— Problem to work on —
Retype all of the data word for word, without pictures.

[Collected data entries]
------------------------------------------------

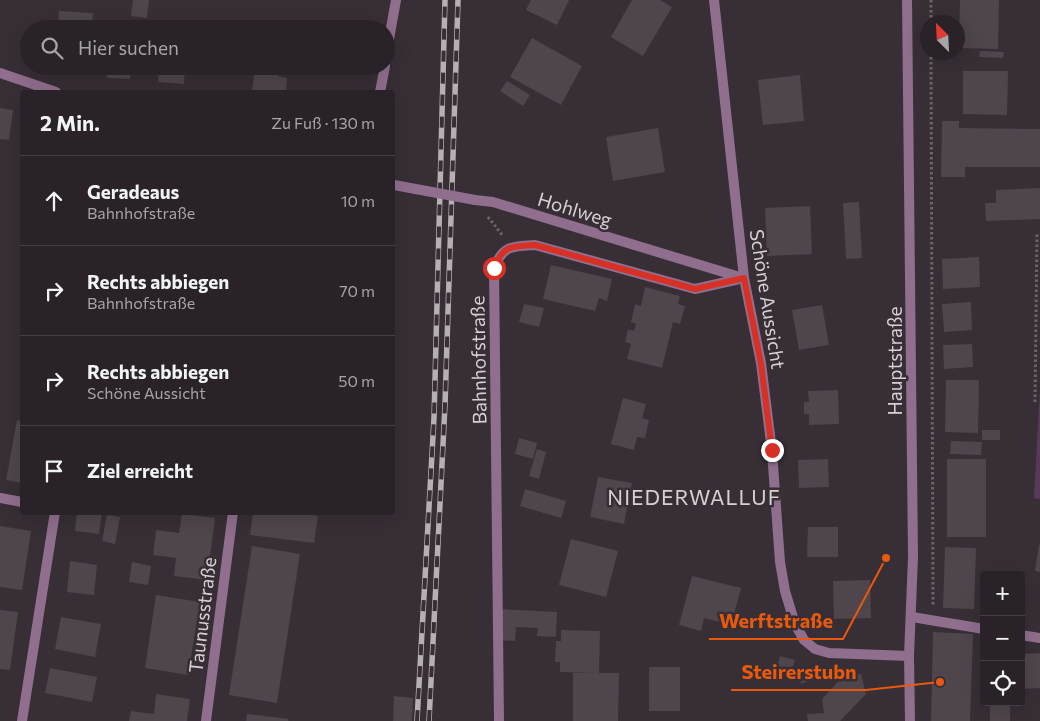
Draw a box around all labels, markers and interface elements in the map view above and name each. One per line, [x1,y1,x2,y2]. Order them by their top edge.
north arrow [920,15,965,60]
search box [20,20,395,75]
icon: search [38,34,66,62]
text: Hier suchen [78,36,179,59]
text: 2 Min. [40,110,100,135]
text: Zu Fuß · 130 m [271,113,375,132]
text: Geradeaus [87,180,179,203]
icon: ahead [40,187,68,215]
street label: Hohlweg [535,187,615,231]
text: 10 m [341,191,375,210]
text: Bahnhofstraße [87,203,195,222]
street label: Schöne Aussicht [746,228,790,371]
route start [483,257,506,280]
text: Rechts abbiegen [87,270,229,293]
icon: right [40,277,68,305]
text: 70 m [339,281,375,300]
text: Bahnhofstraße [87,293,195,312]
street label: Bahnhofstraße [465,296,491,424]
street label: Hauptstraße [883,307,906,415]
text: Rechts abbiegen [87,360,229,383]
icon: right [40,367,68,395]
text: 50 m [338,371,375,390]
text: Schöne Aussicht [87,383,206,402]
route end [761,439,784,462]
icon: arrive [40,457,68,485]
text: Ziel erreicht [87,459,193,482]
district label: NIEDERWALLUF [607,484,781,509]
street label: Taunusstraße [183,556,221,674]
map controls [980,571,1025,706]
button: + [980,571,1025,616]
callout: Werftstraße [709,604,843,639]
text: Werftstraße [719,608,833,632]
button: − [980,616,1025,661]
callout: Steirerstubn [731,655,866,690]
text: Steirerstubn [741,659,857,683]
button: locate [980,661,1025,706]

------------------------------------------------

— Output for this exercise —
Draw a box around all labels, markers and interface elements in the map view above and name each. One per line, [x1,y1,x2,y2]. Order them by their top edge.
north arrow [920,15,965,60]
search box [20,20,395,75]
icon: search [38,34,66,62]
text: Hier suchen [78,36,179,59]
text: 2 Min. [40,110,100,135]
text: Zu Fuß · 130 m [271,113,375,132]
text: Geradeaus [87,180,179,203]
icon: ahead [40,187,68,215]
street label: Hohlweg [535,187,615,231]
text: 10 m [341,191,375,210]
text: Bahnhofstraße [87,203,195,222]
street label: Schöne Aussicht [746,228,790,371]
route start [483,257,506,280]
text: Rechts abbiegen [87,270,229,293]
icon: right [40,277,68,305]
text: 70 m [339,281,375,300]
text: Bahnhofstraße [87,293,195,312]
street label: Bahnhofstraße [465,296,491,424]
street label: Hauptstraße [883,307,906,415]
text: Rechts abbiegen [87,360,229,383]
icon: right [40,367,68,395]
text: 50 m [338,371,375,390]
text: Schöne Aussicht [87,383,206,402]
route end [761,439,784,462]
icon: arrive [40,457,68,485]
text: Ziel erreicht [87,459,193,482]
district label: NIEDERWALLUF [607,484,781,509]
street label: Taunusstraße [183,556,221,674]
map controls [980,571,1025,706]
button: + [980,571,1025,616]
callout: Werftstraße [709,604,843,639]
text: Werftstraße [719,608,833,632]
button: − [980,616,1025,661]
callout: Steirerstubn [731,655,866,690]
text: Steirerstubn [741,659,857,683]
button: locate [980,661,1025,706]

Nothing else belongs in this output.